YOUR ASSIGNMENT:
Among the lines below, take the one holding "path.moveTo(r[0] + r[2], r[1]);", the one holding "g.font = font + ' Ubuntu,sans-serif';", and all lines between them. Set them down exactly.

· · · · ·

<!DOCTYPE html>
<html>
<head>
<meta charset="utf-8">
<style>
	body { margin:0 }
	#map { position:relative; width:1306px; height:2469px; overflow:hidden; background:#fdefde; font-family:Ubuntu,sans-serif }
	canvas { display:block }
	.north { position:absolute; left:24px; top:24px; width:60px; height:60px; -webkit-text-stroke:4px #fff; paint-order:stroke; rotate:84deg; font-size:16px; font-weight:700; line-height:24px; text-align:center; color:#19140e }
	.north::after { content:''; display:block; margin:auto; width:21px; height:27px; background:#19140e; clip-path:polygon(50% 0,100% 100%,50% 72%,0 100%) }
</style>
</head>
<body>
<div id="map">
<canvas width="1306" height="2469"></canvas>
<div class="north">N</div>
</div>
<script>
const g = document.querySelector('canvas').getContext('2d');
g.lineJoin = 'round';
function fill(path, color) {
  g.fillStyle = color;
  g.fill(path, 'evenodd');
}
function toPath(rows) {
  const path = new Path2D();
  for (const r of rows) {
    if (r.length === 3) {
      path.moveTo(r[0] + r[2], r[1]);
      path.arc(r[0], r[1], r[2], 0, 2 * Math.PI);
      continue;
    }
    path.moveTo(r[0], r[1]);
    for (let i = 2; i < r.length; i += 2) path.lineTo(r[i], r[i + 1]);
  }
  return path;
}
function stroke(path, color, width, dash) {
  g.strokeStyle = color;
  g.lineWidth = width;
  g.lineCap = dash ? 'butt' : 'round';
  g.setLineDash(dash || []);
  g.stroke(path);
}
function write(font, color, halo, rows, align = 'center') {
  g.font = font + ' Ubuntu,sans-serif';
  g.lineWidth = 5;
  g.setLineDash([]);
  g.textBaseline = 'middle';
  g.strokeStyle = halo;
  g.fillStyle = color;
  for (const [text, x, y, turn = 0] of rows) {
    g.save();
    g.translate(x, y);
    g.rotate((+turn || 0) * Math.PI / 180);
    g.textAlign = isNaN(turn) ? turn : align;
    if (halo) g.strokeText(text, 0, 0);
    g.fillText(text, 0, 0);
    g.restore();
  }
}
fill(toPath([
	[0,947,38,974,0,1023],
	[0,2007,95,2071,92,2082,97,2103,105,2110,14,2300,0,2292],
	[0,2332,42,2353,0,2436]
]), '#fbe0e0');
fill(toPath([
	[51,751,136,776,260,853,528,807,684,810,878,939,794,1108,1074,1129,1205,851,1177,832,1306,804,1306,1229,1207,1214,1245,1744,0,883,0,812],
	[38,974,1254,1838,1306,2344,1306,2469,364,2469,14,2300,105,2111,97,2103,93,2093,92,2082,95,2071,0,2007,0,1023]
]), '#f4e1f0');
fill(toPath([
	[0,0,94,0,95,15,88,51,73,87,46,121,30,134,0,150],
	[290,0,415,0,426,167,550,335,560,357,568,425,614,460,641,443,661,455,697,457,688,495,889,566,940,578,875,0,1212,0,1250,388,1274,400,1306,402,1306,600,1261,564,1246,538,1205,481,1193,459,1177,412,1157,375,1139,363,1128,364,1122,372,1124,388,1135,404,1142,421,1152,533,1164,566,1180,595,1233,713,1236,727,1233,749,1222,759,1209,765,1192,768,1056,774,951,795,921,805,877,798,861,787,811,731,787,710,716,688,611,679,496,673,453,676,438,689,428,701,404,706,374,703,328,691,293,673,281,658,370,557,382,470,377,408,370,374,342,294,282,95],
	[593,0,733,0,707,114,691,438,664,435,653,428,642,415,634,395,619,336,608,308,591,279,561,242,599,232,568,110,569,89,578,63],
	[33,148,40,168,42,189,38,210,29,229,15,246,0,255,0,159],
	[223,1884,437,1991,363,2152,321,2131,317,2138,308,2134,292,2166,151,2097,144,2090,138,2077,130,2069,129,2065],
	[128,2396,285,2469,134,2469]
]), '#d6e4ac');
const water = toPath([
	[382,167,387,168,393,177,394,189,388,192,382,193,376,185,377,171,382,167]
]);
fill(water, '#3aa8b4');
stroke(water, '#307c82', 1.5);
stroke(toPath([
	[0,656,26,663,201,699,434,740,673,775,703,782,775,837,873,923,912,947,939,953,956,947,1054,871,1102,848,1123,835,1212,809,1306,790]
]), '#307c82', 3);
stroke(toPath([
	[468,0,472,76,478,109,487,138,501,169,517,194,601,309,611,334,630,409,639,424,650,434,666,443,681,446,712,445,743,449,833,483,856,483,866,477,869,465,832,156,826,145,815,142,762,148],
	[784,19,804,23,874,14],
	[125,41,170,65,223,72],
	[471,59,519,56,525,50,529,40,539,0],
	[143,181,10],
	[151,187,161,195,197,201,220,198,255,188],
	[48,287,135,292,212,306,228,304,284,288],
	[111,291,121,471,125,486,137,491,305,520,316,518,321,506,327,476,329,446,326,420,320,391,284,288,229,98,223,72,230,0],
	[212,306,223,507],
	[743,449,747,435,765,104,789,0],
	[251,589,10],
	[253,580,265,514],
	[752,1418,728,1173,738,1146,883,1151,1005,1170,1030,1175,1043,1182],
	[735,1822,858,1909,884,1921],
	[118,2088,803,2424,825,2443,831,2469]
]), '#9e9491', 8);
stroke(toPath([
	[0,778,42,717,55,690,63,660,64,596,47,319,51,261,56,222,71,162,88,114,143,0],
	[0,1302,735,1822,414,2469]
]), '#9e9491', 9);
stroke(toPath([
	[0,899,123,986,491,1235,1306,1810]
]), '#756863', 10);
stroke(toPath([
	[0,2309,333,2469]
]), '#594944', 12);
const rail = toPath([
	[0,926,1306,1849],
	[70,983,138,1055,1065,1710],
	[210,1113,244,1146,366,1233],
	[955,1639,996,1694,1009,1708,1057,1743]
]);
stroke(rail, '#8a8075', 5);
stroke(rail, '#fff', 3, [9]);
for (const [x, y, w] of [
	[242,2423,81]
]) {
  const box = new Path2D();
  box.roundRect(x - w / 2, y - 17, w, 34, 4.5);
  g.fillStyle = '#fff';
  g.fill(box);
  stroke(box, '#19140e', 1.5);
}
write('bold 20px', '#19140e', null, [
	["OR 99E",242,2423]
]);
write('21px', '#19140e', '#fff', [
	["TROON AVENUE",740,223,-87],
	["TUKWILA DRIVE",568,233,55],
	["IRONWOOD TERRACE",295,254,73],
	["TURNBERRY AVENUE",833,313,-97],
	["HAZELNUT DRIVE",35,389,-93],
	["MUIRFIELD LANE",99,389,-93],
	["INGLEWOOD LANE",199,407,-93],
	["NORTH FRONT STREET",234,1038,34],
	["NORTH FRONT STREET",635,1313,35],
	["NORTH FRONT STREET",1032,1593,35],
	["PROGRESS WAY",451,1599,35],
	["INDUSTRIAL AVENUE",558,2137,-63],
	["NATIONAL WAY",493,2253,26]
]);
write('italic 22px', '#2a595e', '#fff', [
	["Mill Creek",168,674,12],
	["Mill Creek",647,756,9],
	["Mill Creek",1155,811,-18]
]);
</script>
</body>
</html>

· · · · ·

EXERCISE ANSWER:
      path.moveTo(r[0] + r[2], r[1]);
      path.arc(r[0], r[1], r[2], 0, 2 * Math.PI);
      continue;
    }
    path.moveTo(r[0], r[1]);
    for (let i = 2; i < r.length; i += 2) path.lineTo(r[i], r[i + 1]);
  }
  return path;
}
function stroke(path, color, width, dash) {
  g.strokeStyle = color;
  g.lineWidth = width;
  g.lineCap = dash ? 'butt' : 'round';
  g.setLineDash(dash || []);
  g.stroke(path);
}
function write(font, color, halo, rows, align = 'center') {
  g.font = font + ' Ubuntu,sans-serif';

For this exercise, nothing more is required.